Carolina opened the scoring but Erne tied it with his fourth goal of the season. Erne notched his second of the game, again on the power play, which gave Detroit a 2-1 lead. After Carolina knotted it again, Larkin dazzled with his end-to-end play that gave Fabbri his sixth goal of the season.
Detroit sealed the game late when Filip Hronek flipped the puck into an empty net from his own goal line, notching his first goal of the season and the Red Wings victory.
Red Wings Goals
3 Other Thoughts:
- Erne’s confidence has been rising through the season and what appeared like maybe another lackluster season has morphed into a beauty. Erne suddenly has five goals and is carving out a spot for himself beyond this season. The role player expectations that Yzerman was targeting when he acquired him may very well be blooming.
- The chemistry between Larkin and Fabbri is something to behold. Fabbri should have had a second goal on another beautiful feed from Larkin, but Carolina’s Brock McGinn made a fantastic kick save to bail out James Reimer, who didn’t have a chance of saving it.
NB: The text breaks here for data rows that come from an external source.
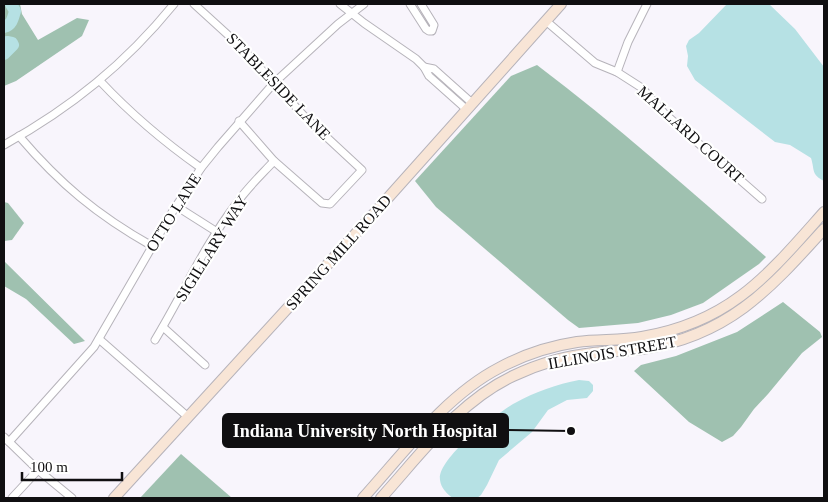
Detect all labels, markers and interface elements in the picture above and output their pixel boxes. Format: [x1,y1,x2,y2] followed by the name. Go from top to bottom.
[223,30,334,143] street label: STABLESIDE LANE
[634,82,747,186] street label: MALLARD COURT
[143,170,204,255] street label: OTTO LANE
[282,191,394,313] street label: SPRING MILL ROAD
[172,192,251,304] street label: SIGILLARY WAY
[546,333,678,372] street label: ILLINOIS STREET
[223,414,508,447] callout: Indiana University North Hospital
[233,421,497,441] text: Indiana University North Hospital
[22,450,122,482] scale bar
[30,459,68,475] text: 100 m

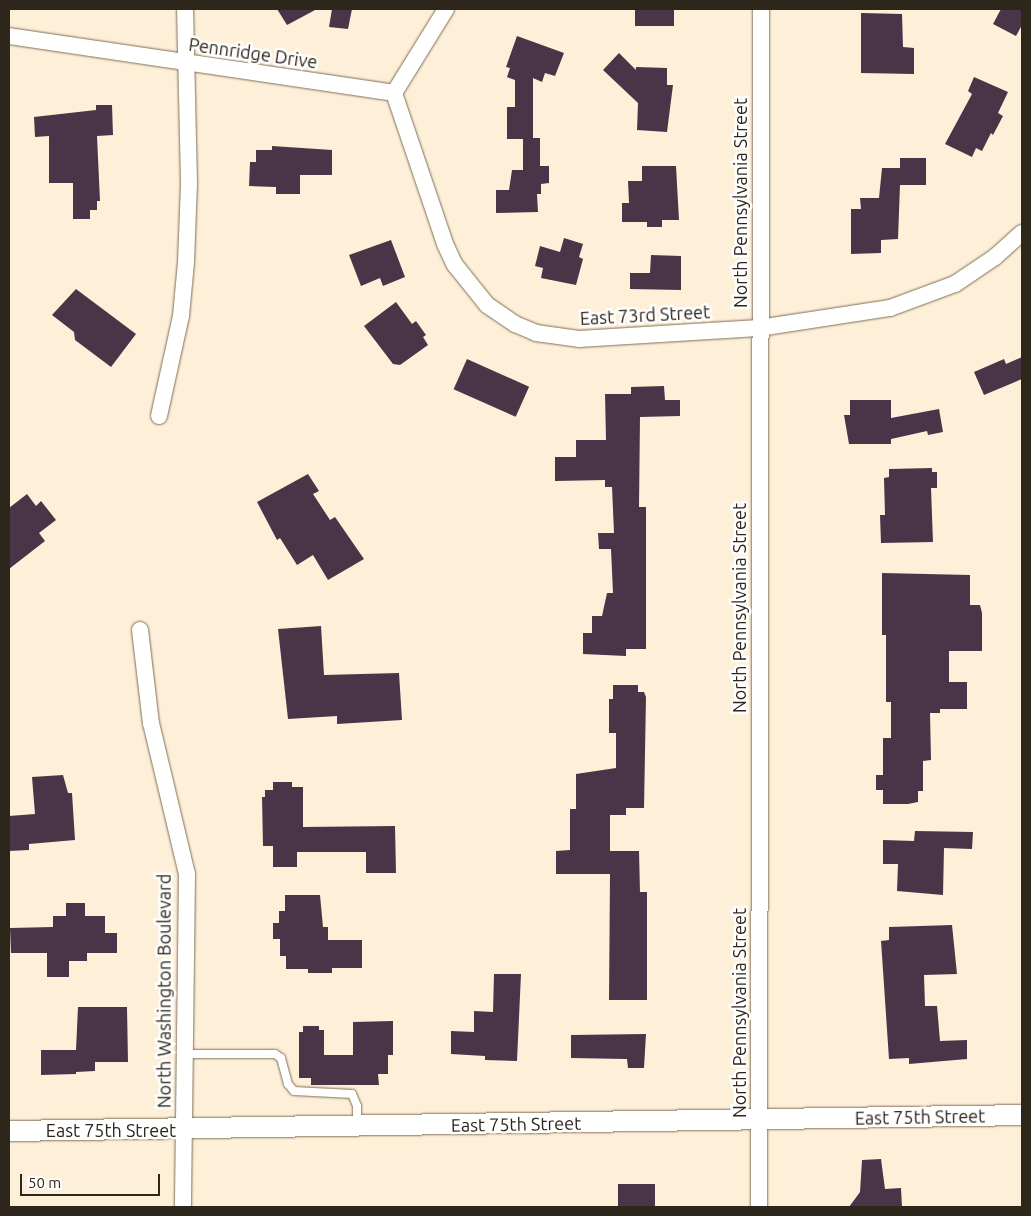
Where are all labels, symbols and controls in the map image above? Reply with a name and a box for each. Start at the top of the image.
street label: Pennridge Drive [187,33,319,73]
street label: North Pennsylvania Street [729,98,751,308]
street label: East 73rd Street [579,301,711,329]
street label: North Pennsylvania Street [728,503,750,713]
street label: North Washington Boulevard [153,874,175,1108]
street label: North Pennsylvania Street [728,908,750,1118]
street label: East 75th Street [855,1105,985,1129]
street label: East 75th Street [451,1112,581,1136]
street label: East 75th Street [46,1119,176,1141]
scale bar [22,1164,162,1196]
text: 50 m [28,1174,61,1191]

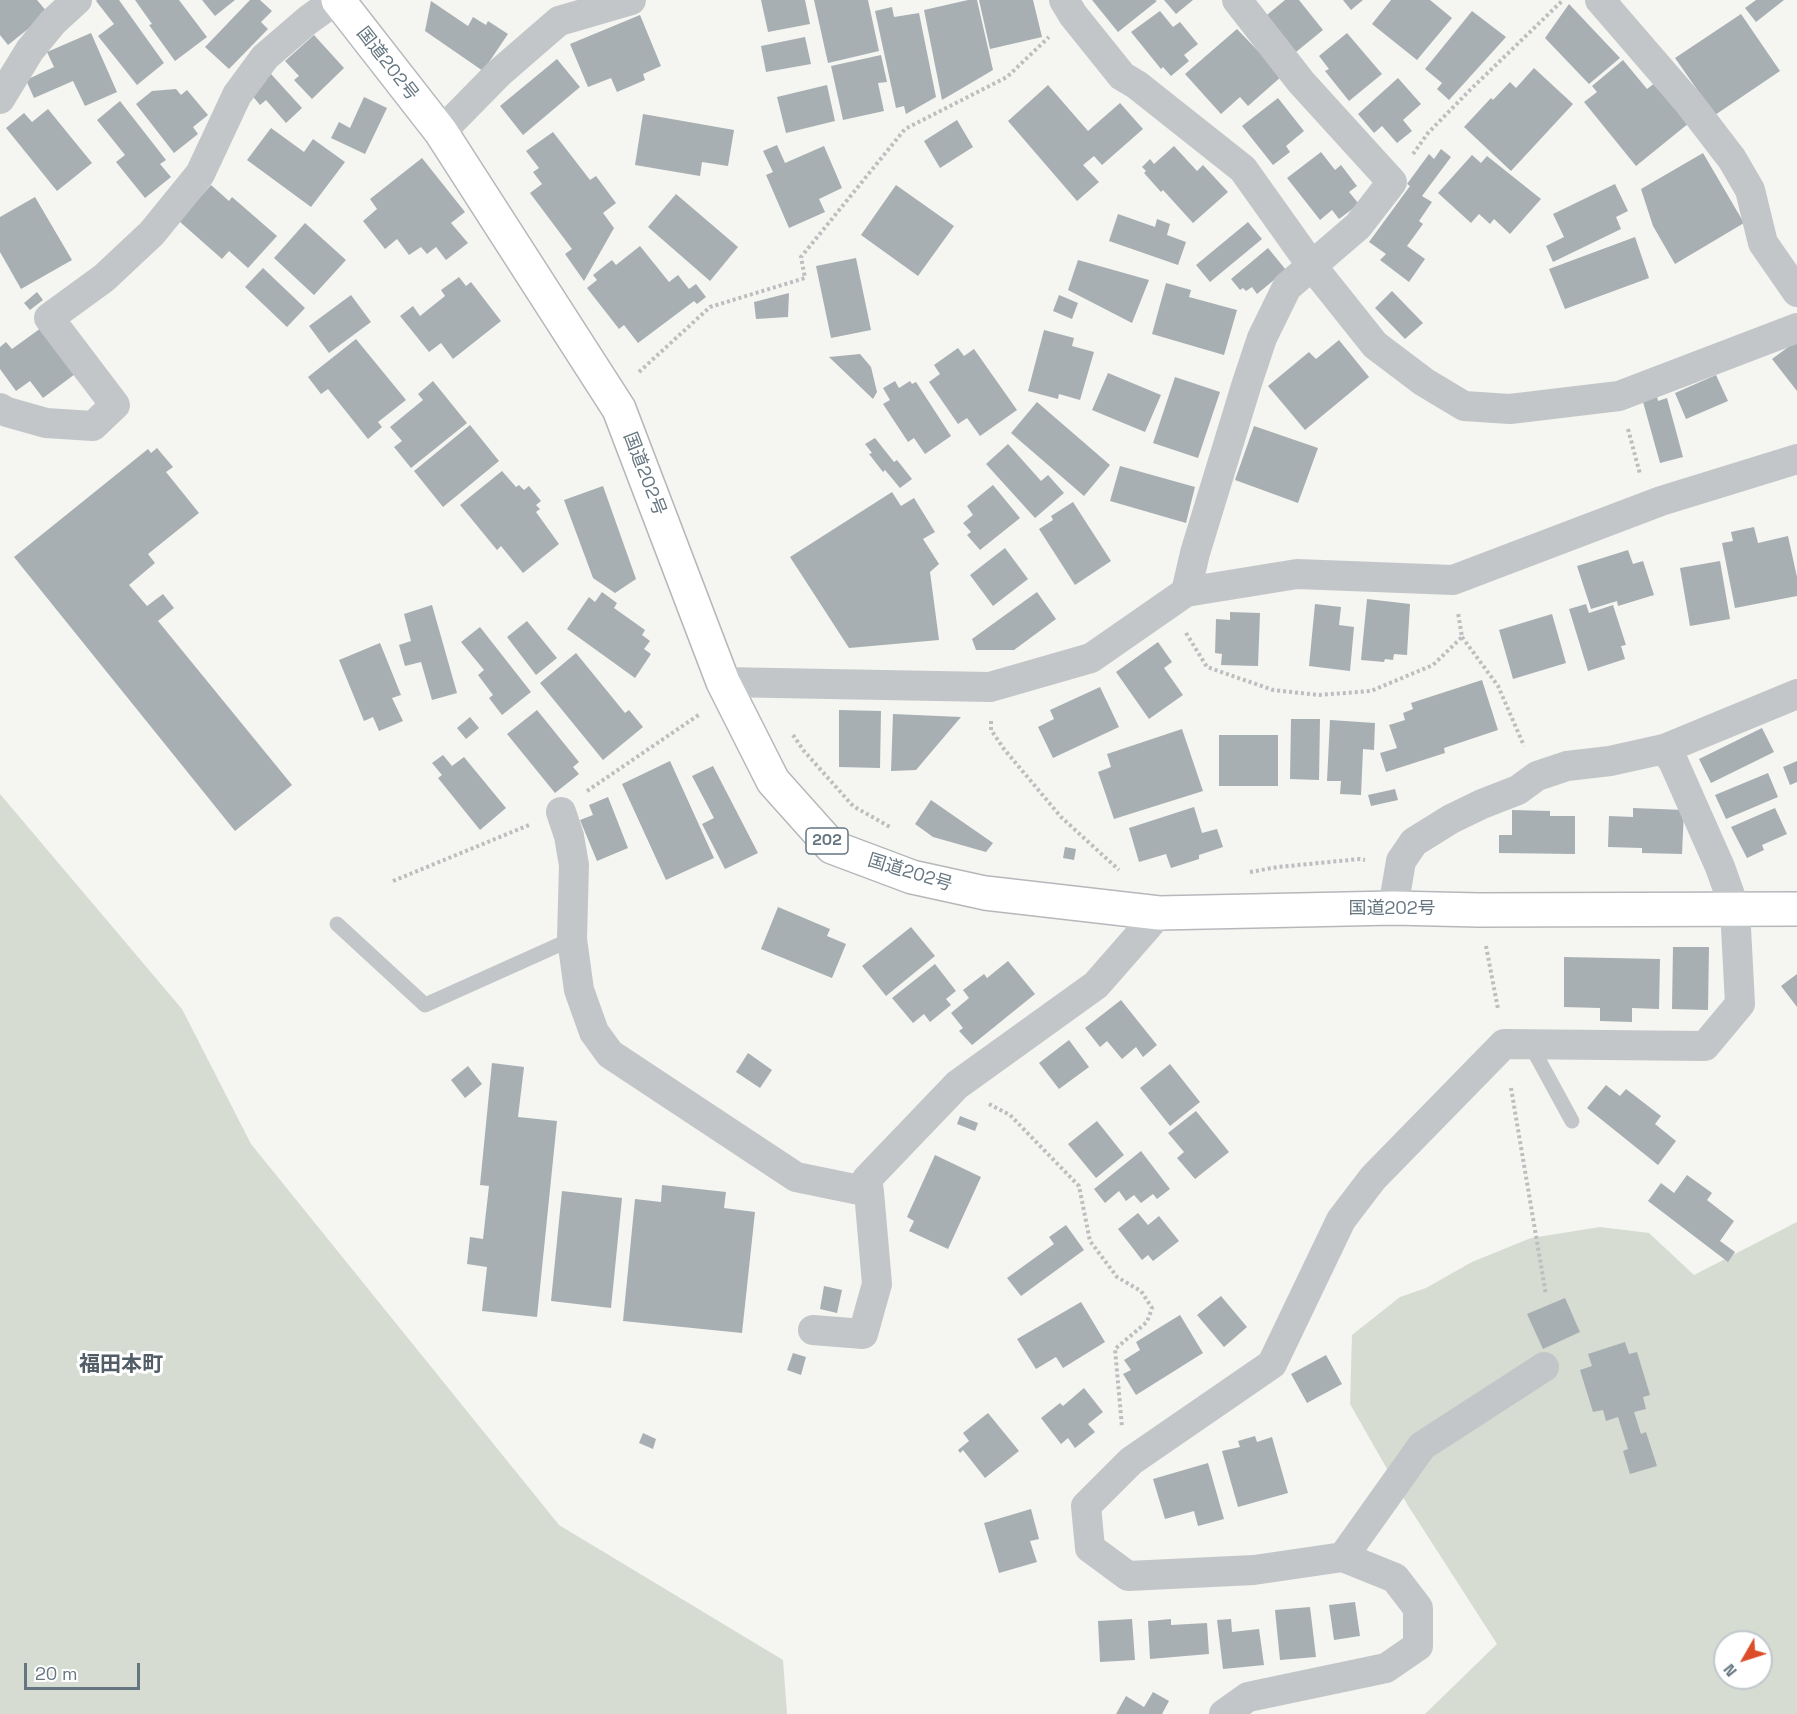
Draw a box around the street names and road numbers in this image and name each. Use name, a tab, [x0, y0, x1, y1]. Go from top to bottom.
street label: 国道202号	[352, 23, 422, 105]
street label: 国道202号	[618, 429, 670, 519]
road number: 202	[806, 828, 848, 854]
street label: 国道202号	[865, 850, 955, 896]
street label: 国道202号	[1348, 898, 1436, 920]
Say what you will about the Mantha-Larkin-Bertuzzi line when the latter eventually returns, but Larkin and Fabbri have been a blast to watch. The Captain also shows just how much he influences the Wings success.
- I know it’s a rebuild. I know they need a high pick. But hockey is just so much more enjoyable when they win games and they’re scoring more than a goal or two each contest. In the last four years, I haven’t moved much during games, expecting losses and understanding it’s part of the process. But it was fun watching Larkin go coast to coast. Harkened back to the Pavel Datsyuk, or Sergei Fedorov where them just corralling the puck in their own zone with a burst of speed got everyone in the building to stand.